Effective test doubles, part 1

Marcin Gryszko
8 min readNov 11, 2020
Photo by Austin Distel on Unsplash

Twenty years ago, Endo-Testing: Unit Testing with Mock Objects, the first paper on mock objects was published. Its authors described the usage of real object replacements to improve both the production and the test code. They named Mock Objects them after Mock Turtle, a creature from Alice in Wonderland that believed it was once a real turtle. Just as the story about Alice — surreal, psychedelic, and apparently nonsensical — mock objects are still not fully understood by the software community.

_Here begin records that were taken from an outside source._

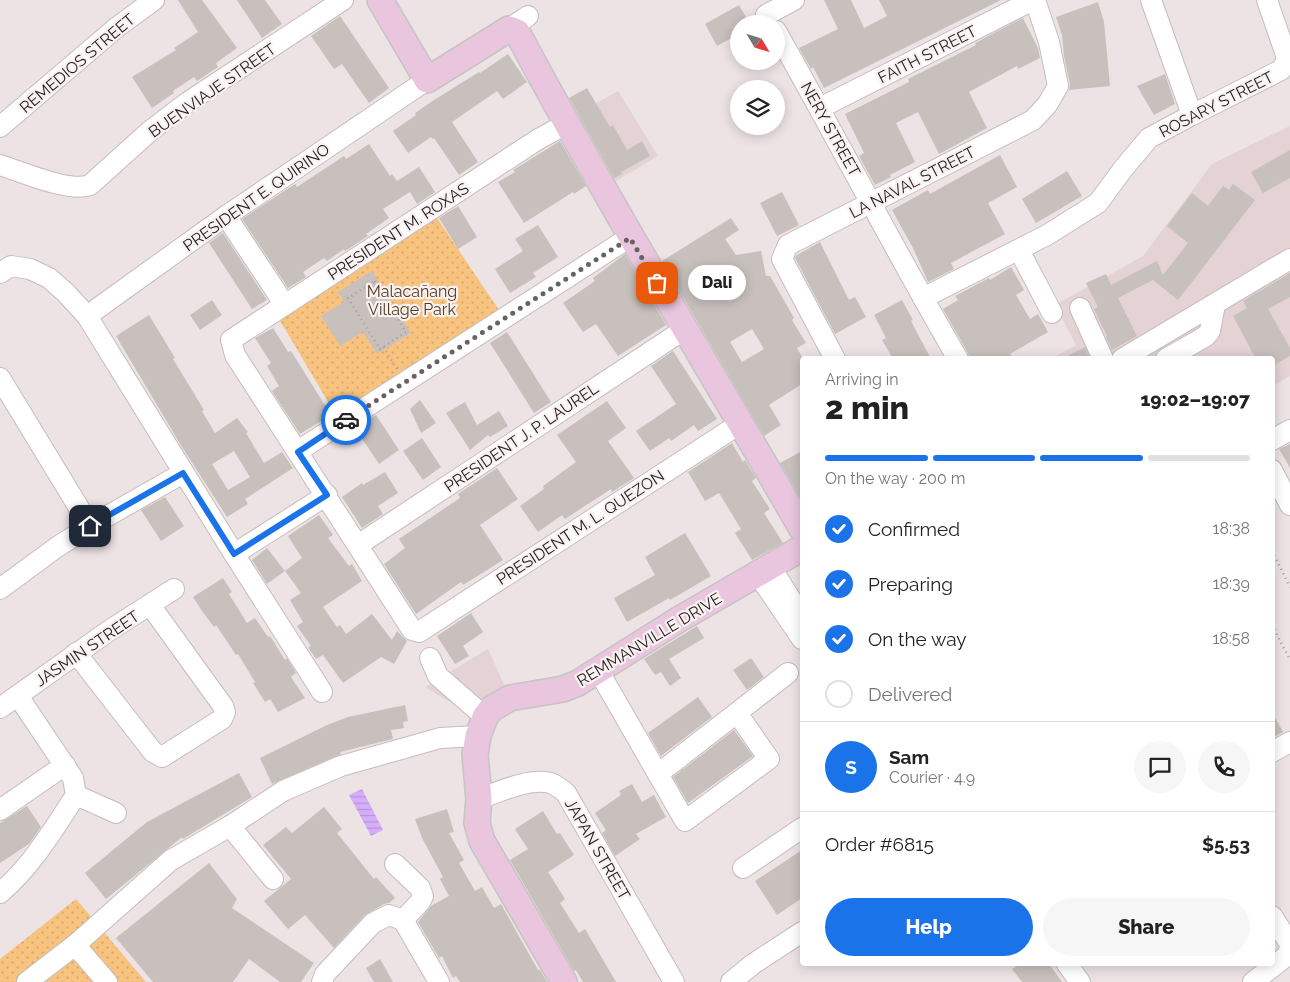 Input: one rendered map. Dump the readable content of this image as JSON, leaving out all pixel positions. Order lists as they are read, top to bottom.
{
  "streets": {
    "main road": ["REMMANVILLE DRIVE"],
    "street": [
      "FAITH STREET",
      "REMEDIOS STREET",
      "BUENVIAJE STREET",
      "ROSARY STREET",
      "NERY STREET",
      "LA NAVAL STREET",
      "PRESIDENT E. QUIRINO",
      "PRESIDENT M. ROXAS",
      "PRESIDENT J. P. LAUREL",
      "PRESIDENT M. L. QUEZON",
      "JASMIN STREET",
      "JAPAN STREET"
    ]
  },
  "crossings": [
    ["FAITH STREET", "NERY STREET"],
    ["FAITH STREET", "LA NAVAL STREET"],
    ["ROSARY STREET", "NERY STREET"],
    ["NERY STREET", "LA NAVAL STREET"],
    ["PRESIDENT J. P. LAUREL", "PRESIDENT M. L. QUEZON"]
  ],
  "parks": ["Malacañang Village Park"],
  "places": ["Dali"],
  "north": "bottom right",
  "page": {
    "bubble": "Dali",
    "heading": ["2 min", "Arriving in", "19:02–19:07"],
    "panel": [
      "Sam",
      "Courier · 4.9",
      "Order #6815",
      "$5.53"
    ],
    "bar": "On the way · 200 m",
    "list": [
      ["Confirmed", "18:38"],
      ["Preparing", "18:39"],
      ["On the way", "18:58"],
      "Delivered"
    ],
    "round": "S",
    "buttons": ["Help", "Share"]
  }
} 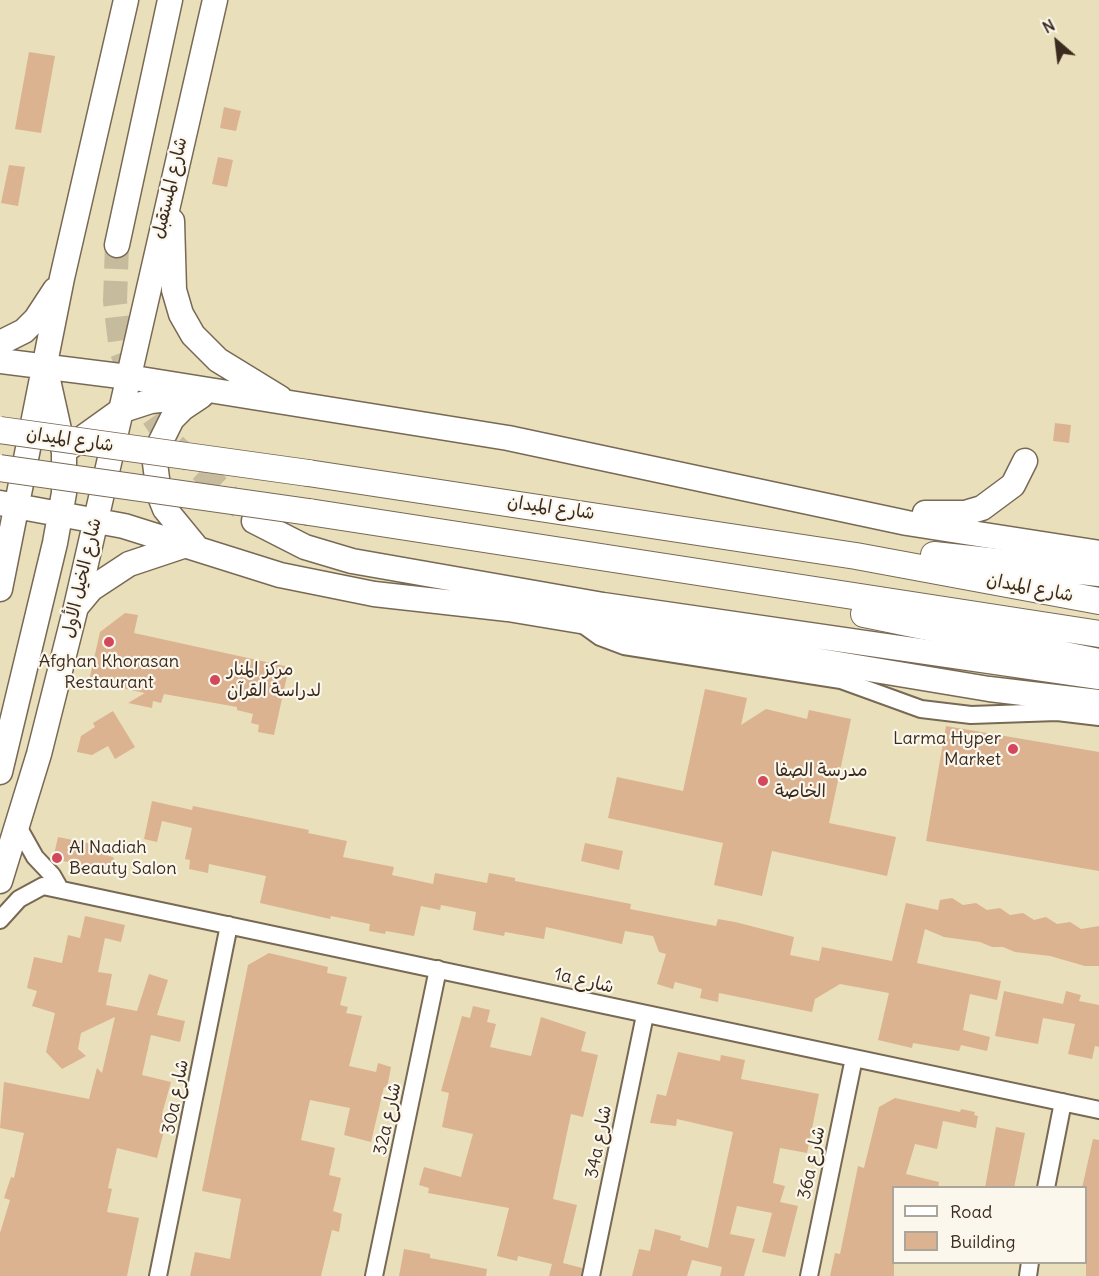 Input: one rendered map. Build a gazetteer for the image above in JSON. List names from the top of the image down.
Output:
{
  "streets": {
    "main road": ["شارع المستقبل", "شارع الميدان", "شارع الخيل الأول"],
    "street": [
      "1a شارع",
      "30a شارع",
      "32a شارع",
      "34a شارع",
      "36a شارع"
    ]
  },
  "crossings": [
    ["شارع المستقبل", "شارع الخيل الأول"],
    ["1a شارع", "30a شارع"],
    ["1a شارع", "32a شارع"],
    ["1a شارع", "34a شارع"],
    ["1a شارع", "36a شارع"]
  ],
  "places": [
    "Afghan Khorasan Restaurant",
    "مركز المنار لدراسة القرآن",
    "Larma Hyper Market",
    "مدرسة الصفا الخاصة",
    "Al Nadiah Beauty Salon"
  ],
  "legend": ["Road", "Building"],
  "north": "top left"
} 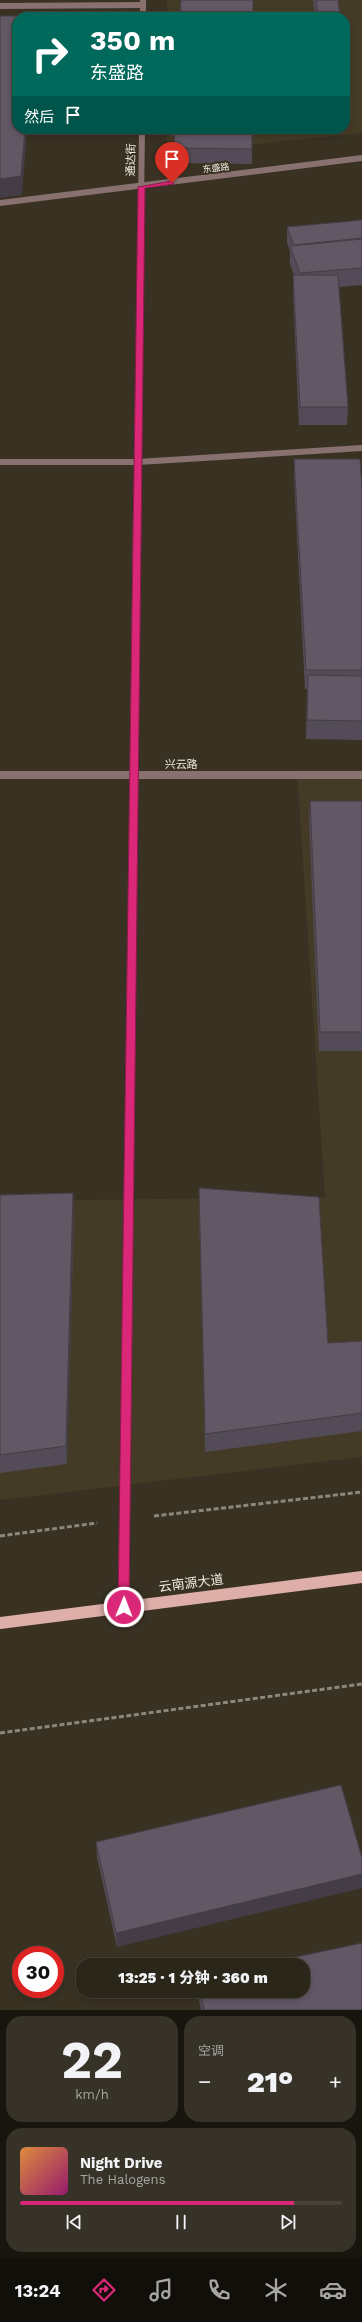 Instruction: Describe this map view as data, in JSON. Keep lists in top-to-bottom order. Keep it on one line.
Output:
{"streets":{"main road":["云南源大道"],"street":["通达街","东盛路","兴云路"]},"crossings":[["通达街","东盛路"],["通达街","兴云路"],["通达街","云南源大道"]],"page":{"turn":["350 m","东盛路"],"then":"然后","limit":"30","trip":"13:25 · 1 分钟 · 360 m","tile":[["22","km/h"],"空调"],"heat":["−","21°","+"],"song":["Night Drive","The Halogens"],"tabs":"13:24"}} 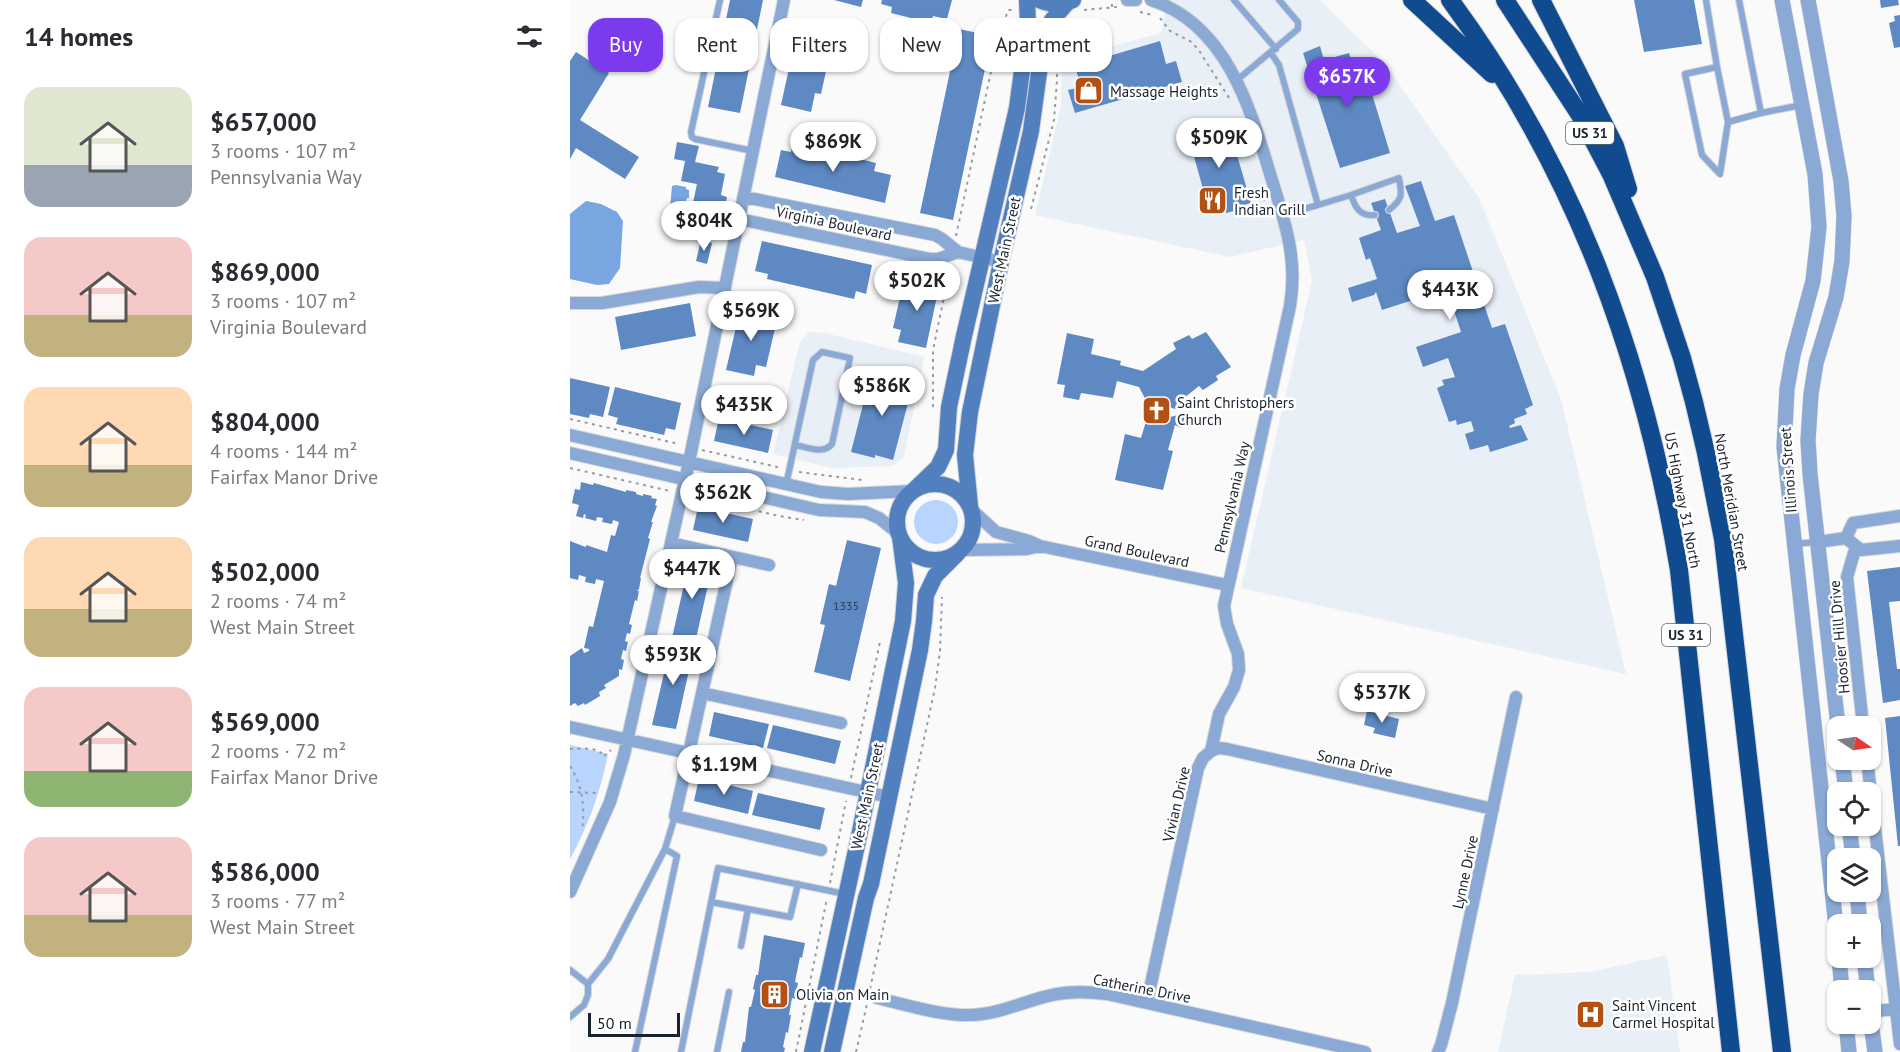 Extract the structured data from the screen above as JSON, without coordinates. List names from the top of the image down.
{
  "streets": {
    "highway": ["US 31", "US Highway 31 North", "North Meridian Street"],
    "main road": ["West Main Street"],
    "street": [
      "Virginia Boulevard",
      "Illinois Street",
      "Pennsylvania Way",
      "Grand Boulevard",
      "Hoosier Hill Drive",
      "Sonna Drive",
      "Vivian Drive",
      "Lynne Drive",
      "Catherine Drive"
    ]
  },
  "crossings": [
    ["Virginia Boulevard", "West Main Street"],
    ["West Main Street", "Grand Boulevard"],
    ["Pennsylvania Way", "Grand Boulevard"],
    ["Pennsylvania Way", "Vivian Drive"],
    ["Grand Boulevard", "Vivian Drive"],
    ["Sonna Drive", "Vivian Drive"],
    ["Sonna Drive", "Lynne Drive"],
    ["Vivian Drive", "Catherine Drive"]
  ],
  "places": {
    "shop": ["Massage Heights"],
    "restaurant": ["Fresh Indian Grill"],
    "church": ["Saint Christophers Church"],
    "building": ["Olivia on Main"],
    "hospital": ["Saint Vincent Carmel Hospital"]
  },
  "house_numbers": ["1335"],
  "scale_bar": "50 m",
  "north": "right",
  "page": {
    "heading": "14 homes",
    "chip": [
      "Buy",
      "Rent",
      "Filters",
      "New",
      "Apartment"
    ],
    "price": [
      "$657K",
      "$509K",
      "$869K",
      "$804K",
      "$502K",
      "$443K",
      "$569K",
      "$586K",
      "$435K",
      "$562K",
      "$447K",
      "$593K",
      "$537K",
      "$1.19M"
    ],
    "list": [
      {
        "name": "$657,000",
        "note": "3 rooms · 107 m² · Pennsylvania Way"
      },
      {
        "name": "$869,000",
        "note": "3 rooms · 107 m² · Virginia Boulevard"
      },
      {
        "name": "$804,000",
        "note": "4 rooms · 144 m² · Fairfax Manor Drive"
      },
      {
        "name": "$502,000",
        "note": "2 rooms · 74 m² · West Main Street"
      },
      {
        "name": "$569,000",
        "note": "2 rooms · 72 m² · Fairfax Manor Drive"
      },
      {
        "name": "$586,000",
        "note": "3 rooms · 77 m² · West Main Street"
      }
    ],
    "map_buttons": ["+", "−"],
    "scale": "50 m"
  }
}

In part 1, I’m going to share some tactical tips about the efficient and effective usage of mock objects; part 2 deals more with the mocking strategy. The article will help you to employ test doubles as a useful tool to validate your design and tame test complexity. Mock objects are not considered harmful after all!

In the rest of the article I’ll be using test double terminology (mock, spy, stub) as defined in Martin Fowler’s Mocks Aren’t Stubs.

Don’t verify stubs

You introduce stubs to provide answers to queries made by the System Under Test (SUT) to its collaborators — so-called indirect inputs. Those replies are used later by the SUT in its behaviour — either to transform the input arguments to the invocation result, or to make other queries, or to perform side effects (directly or indirectly).

You don’t have to verify stub invocations. You will know that the stubbed dependency was called with the expected arguments and that its response was used in the SUT logic by examining the SUT output. And you will know if the dependency was not called if the final state doesn’t match the expected one.

Consider this example of invoice creation:

fun createInvoice(..., freeformAddress: String, ...) {
val structuredAddress = addressNormalizer.normalize(freeformAddress)
return Invoice(..., address = structuredAddress, ...)

and its corresponding test (with MockK):

val structuredAddress = Address(street = "::street::", ...)
every { addressNormalizer.normalize("::address::") } returns structuredAddress
val invoice = createInvoice(..., address = "::address::", ...)assertThat(invoice).isEqualTo(Invoice(..., address = structuredAddress, ...))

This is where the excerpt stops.